The women spent the next two hours telling about the Jocasta Society. It was a secret group, to say the least, and had been formed approximately 400 years ago. It slowly had gained some power with the admittance of women who held high positions in the communities and government. Power that allowed them the ability to come to the aid of any member that was being harassed or prosecuted in case their secret was discovered. Any situation, such as a pregnancy, can be handled by the Society. If any emotional support is needed, they offered it quickly.

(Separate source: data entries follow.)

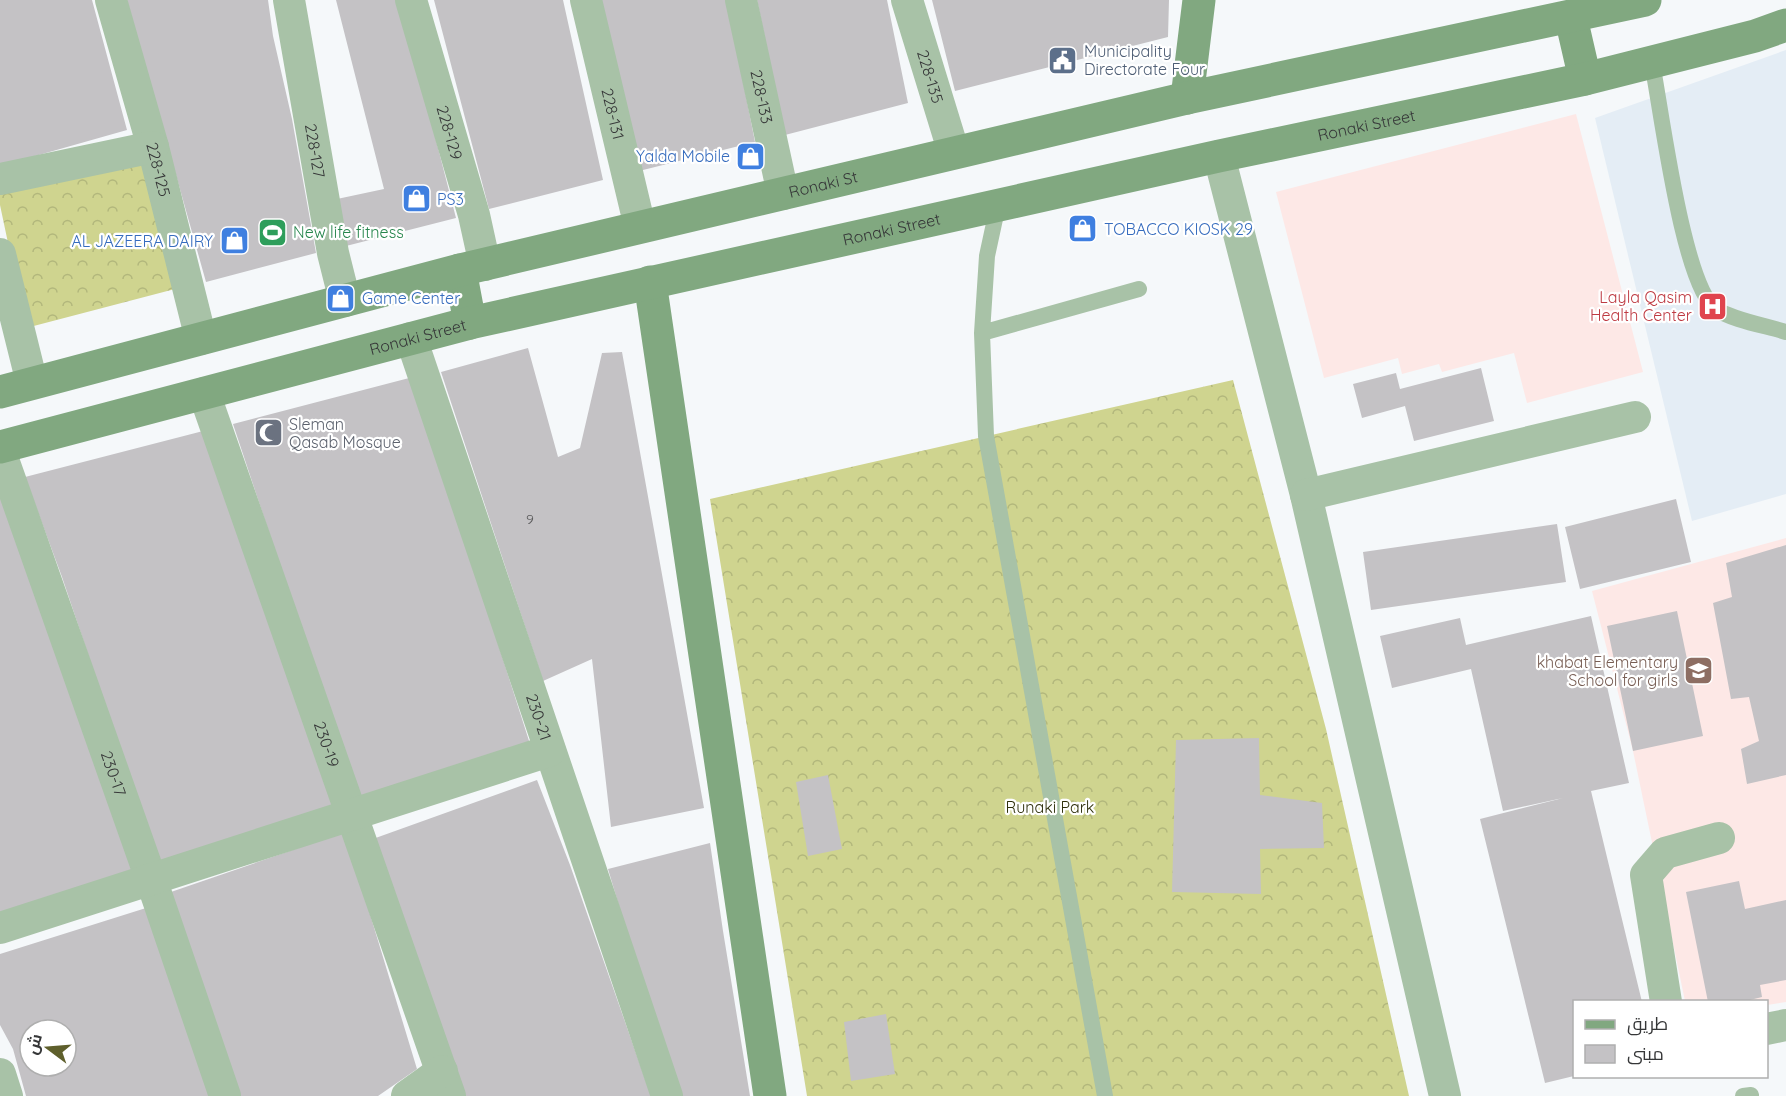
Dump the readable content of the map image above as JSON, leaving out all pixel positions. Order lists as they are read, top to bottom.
{
  "streets": {
    "main road": ["Ronaki Street", "Ronaki St"],
    "street": [
      "228-135",
      "228-133",
      "228-131",
      "228-129",
      "228-127",
      "228-125",
      "230-21",
      "230-19",
      "230-17"
    ]
  },
  "crossings": [
    ["228-135", "Ronaki St"],
    ["228-133", "Ronaki St"],
    ["228-131", "Ronaki St"],
    ["Ronaki Street", "230-21"],
    ["Ronaki Street", "230-19"],
    ["Ronaki Street", "230-17"],
    ["228-129", "Ronaki St"]
  ],
  "parks": ["Runaki Park"],
  "places": {
    "public building": ["Municipality Directorate Four"],
    "shop": [
      "Yalda Mobile",
      "PS3",
      "TOBACCO KIOSK 29",
      "AL JAZEERA DAIRY",
      "Game Center"
    ],
    "sports": ["New life fitness"],
    "hospital": ["Layla Qasim Health Center"],
    "mosque": ["Sleman Qasab Mosque"],
    "school or university": ["khabat Elementary School for girls"]
  },
  "house_numbers": ["9"],
  "legend": ["طريق", "مبنى"],
  "north": "left"
}
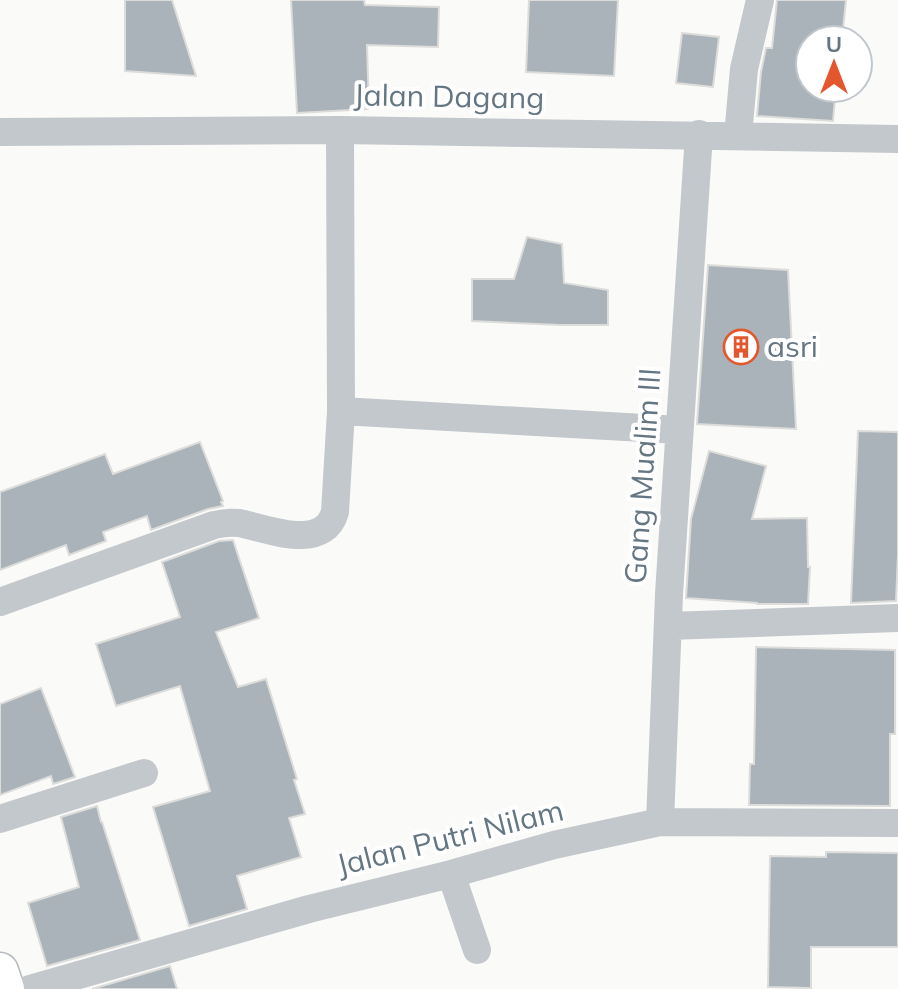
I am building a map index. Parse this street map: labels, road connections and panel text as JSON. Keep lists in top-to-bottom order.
{
  "streets": {
    "street": ["Jalan Dagang", "Gang Mualim III", "Jalan Putri Nilam"]
  },
  "crossings": [
    ["Jalan Dagang", "Gang Mualim III"],
    ["Gang Mualim III", "Jalan Putri Nilam"]
  ],
  "places": {
    "building": ["asri"]
  },
  "north": "top"
}
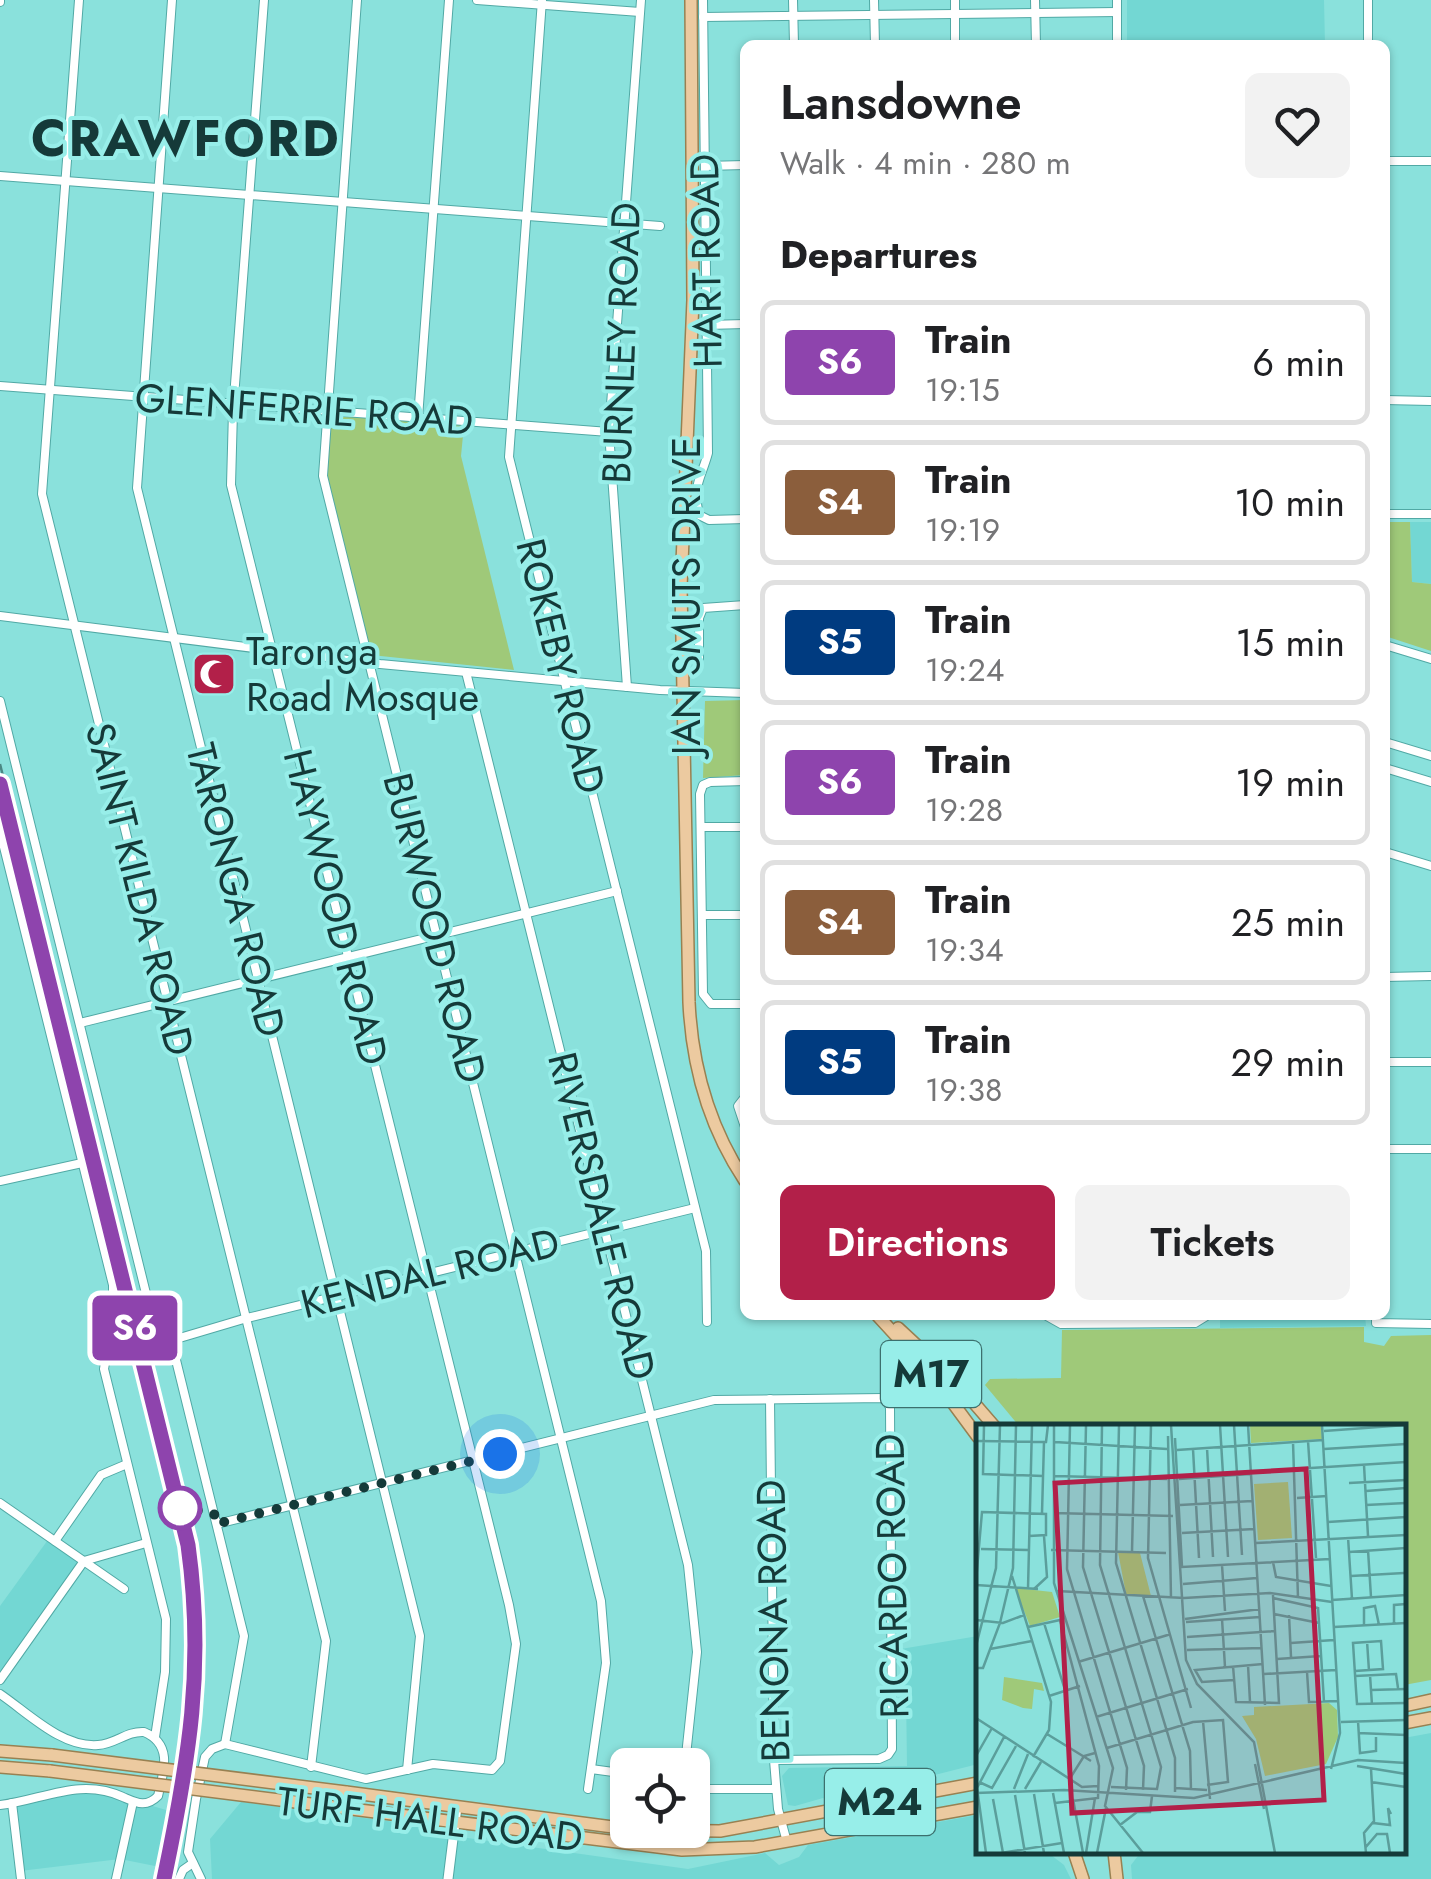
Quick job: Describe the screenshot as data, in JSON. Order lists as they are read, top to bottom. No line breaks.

"If anyone confronts you, anyone, you contact a Society officer. It

will

be taken care of." Constance went over all the details with great confidence. "If arrested, say nothing, and contact us. You will be out and the situation ended within twelve hours. Promise. No member will be left to drown. You are a sister. Your son is our family. We will protect you. You will never be alone."

"How does this all work? Do I get a membership card or window sticker to put on my car?" I laughed timidly, trying to come to grips with all of it. The others laughed, which made me feel less edgy.

"No dear. No cards or stickers. There are some rules along the way. Small things that you'll find to be nothing dreadful. But there are two items to be addressed. One: You must never talk about this to anyone outside the Society. If you're not sure they are part of the Society, you do not talk about it. Let me put this into perspective for you: we are as secretive as The Illuminati, and damn near as powerful." This shocked me. I never imagine the Society being so powerful.